== Task ==
Restate word for word the entries below, starting with the line with "200px,1203px 266px,1181px 283px,1176px" and continuing through the line with "220px,599px 223px,619px 272px,649px". Include both of those lines and no others.

== Material for the task ==
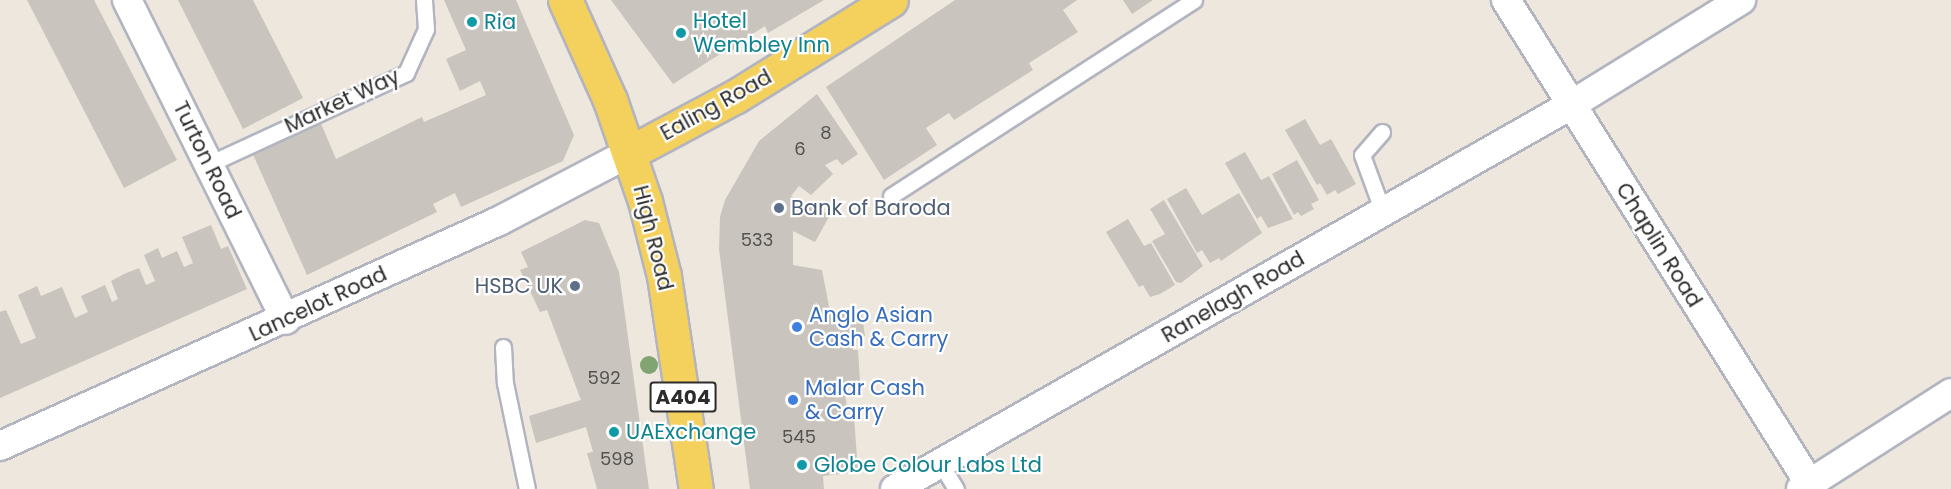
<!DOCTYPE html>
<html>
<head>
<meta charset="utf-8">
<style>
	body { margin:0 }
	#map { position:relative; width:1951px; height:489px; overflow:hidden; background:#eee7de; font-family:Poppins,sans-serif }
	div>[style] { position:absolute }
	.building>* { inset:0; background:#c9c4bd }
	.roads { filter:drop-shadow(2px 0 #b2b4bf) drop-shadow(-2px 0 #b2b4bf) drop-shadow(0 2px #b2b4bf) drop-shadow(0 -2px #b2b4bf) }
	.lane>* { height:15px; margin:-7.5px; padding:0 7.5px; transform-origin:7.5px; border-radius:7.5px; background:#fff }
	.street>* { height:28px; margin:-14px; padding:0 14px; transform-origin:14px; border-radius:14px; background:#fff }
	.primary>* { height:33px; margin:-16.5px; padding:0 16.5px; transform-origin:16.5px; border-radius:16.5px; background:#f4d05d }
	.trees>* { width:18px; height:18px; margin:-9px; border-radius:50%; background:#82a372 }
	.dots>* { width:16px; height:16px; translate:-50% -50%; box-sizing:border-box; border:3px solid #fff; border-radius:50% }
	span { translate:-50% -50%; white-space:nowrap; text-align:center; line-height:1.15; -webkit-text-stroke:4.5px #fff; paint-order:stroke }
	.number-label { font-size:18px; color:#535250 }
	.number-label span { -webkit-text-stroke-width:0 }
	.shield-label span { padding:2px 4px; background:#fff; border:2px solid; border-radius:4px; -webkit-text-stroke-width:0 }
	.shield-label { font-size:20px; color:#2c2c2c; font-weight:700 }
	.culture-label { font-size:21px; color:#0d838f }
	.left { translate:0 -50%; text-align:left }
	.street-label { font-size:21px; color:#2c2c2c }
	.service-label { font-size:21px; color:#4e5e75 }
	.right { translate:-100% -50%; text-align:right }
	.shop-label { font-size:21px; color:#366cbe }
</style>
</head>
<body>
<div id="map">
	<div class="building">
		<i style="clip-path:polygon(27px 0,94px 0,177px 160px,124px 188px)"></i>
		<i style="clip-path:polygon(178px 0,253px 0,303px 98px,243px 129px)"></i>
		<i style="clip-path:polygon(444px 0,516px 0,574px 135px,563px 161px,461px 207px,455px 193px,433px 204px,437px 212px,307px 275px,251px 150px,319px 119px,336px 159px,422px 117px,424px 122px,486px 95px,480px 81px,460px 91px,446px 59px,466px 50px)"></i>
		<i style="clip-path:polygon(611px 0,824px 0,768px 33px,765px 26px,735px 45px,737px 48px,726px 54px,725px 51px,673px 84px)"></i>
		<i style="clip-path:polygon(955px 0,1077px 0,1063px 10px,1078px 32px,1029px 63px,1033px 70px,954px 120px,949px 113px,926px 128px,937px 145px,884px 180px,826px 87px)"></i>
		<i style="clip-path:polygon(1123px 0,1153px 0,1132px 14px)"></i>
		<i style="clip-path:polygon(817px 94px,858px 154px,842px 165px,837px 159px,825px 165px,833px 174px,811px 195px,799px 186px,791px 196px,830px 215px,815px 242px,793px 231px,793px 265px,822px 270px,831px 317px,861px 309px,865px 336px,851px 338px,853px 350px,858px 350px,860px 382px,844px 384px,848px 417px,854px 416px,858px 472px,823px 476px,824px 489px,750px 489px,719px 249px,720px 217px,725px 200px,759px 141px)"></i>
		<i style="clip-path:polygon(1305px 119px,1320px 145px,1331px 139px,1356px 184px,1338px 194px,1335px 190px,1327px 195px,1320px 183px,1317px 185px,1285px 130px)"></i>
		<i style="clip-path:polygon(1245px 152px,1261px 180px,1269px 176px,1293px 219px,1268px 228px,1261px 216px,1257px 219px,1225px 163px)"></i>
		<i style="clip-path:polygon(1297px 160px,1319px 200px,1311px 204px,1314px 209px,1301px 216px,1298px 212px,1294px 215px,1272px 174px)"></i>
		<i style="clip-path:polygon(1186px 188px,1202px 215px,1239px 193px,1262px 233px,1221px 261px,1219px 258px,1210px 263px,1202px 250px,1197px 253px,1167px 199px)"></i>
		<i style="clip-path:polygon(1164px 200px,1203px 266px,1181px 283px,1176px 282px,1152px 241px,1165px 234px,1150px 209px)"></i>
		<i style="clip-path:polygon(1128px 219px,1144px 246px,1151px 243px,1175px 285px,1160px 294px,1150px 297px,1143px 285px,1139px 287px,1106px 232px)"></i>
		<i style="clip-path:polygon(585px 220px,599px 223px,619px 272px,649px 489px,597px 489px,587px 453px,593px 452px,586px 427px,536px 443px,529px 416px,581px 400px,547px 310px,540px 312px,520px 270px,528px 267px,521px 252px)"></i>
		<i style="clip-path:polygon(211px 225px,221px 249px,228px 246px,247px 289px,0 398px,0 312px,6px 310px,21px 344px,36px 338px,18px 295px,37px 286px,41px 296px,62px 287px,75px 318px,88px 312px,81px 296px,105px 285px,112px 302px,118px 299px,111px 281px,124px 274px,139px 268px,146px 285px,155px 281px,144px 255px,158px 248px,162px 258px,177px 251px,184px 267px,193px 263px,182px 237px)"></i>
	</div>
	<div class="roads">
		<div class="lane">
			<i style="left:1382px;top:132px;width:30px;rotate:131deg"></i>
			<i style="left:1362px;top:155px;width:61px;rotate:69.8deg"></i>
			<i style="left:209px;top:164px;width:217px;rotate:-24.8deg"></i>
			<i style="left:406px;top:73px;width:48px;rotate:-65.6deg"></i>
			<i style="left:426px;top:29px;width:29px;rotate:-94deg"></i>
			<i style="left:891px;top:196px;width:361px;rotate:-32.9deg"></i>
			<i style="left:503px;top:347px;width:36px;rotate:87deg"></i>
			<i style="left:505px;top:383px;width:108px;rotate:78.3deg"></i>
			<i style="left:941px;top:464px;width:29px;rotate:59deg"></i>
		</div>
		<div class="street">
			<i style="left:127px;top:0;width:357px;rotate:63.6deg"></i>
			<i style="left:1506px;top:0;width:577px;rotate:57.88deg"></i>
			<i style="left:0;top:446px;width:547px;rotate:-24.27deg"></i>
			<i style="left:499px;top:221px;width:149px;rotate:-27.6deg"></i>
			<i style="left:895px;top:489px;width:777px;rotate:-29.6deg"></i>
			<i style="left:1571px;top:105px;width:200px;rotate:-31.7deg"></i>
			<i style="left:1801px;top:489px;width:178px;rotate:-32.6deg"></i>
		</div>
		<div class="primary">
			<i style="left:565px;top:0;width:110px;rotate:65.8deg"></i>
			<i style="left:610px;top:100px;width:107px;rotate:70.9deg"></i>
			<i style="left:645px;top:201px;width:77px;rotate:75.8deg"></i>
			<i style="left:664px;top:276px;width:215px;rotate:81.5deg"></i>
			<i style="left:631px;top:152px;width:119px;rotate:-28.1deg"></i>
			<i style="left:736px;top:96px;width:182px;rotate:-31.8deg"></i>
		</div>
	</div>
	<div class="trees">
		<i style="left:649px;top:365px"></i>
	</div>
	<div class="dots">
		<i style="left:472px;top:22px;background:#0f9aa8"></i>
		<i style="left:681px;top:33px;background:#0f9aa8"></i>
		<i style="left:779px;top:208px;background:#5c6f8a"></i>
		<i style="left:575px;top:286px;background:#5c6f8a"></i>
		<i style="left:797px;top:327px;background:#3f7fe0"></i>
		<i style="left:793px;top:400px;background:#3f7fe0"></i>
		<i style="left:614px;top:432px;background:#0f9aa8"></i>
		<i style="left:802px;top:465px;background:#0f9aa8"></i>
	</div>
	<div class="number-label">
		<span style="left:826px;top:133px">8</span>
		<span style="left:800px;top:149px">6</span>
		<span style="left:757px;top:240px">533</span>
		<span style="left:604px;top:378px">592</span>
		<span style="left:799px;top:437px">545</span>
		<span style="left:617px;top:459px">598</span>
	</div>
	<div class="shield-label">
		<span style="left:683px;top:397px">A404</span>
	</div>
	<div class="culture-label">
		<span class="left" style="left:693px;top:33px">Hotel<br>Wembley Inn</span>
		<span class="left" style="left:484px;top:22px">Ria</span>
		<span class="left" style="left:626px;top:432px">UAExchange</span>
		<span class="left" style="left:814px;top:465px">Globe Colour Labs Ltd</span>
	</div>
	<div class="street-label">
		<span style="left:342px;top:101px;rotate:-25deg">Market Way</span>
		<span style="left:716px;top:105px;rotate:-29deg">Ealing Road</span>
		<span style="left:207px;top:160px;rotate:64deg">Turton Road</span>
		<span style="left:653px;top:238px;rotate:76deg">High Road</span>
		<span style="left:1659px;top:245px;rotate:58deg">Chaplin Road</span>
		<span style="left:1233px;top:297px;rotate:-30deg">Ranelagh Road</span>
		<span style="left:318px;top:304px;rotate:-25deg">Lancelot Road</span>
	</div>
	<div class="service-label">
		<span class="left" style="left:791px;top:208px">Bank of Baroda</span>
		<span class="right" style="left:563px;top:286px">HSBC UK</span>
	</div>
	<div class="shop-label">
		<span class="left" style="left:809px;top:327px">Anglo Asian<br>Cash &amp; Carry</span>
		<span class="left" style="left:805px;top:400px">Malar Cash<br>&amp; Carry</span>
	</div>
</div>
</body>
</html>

== Your solution ==
		<i style="clip-path:polygon(1164px 200px,1203px 266px,1181px 283px,1176px 282px,1152px 241px,1165px 234px,1150px 209px)"></i>
		<i style="clip-path:polygon(1128px 219px,1144px 246px,1151px 243px,1175px 285px,1160px 294px,1150px 297px,1143px 285px,1139px 287px,1106px 232px)"></i>
		<i style="clip-path:polygon(585px 220px,599px 223px,619px 272px,649px 489px,597px 489px,587px 453px,593px 452px,586px 427px,536px 443px,529px 416px,581px 400px,547px 310px,540px 312px,520px 270px,528px 267px,521px 252px)"></i>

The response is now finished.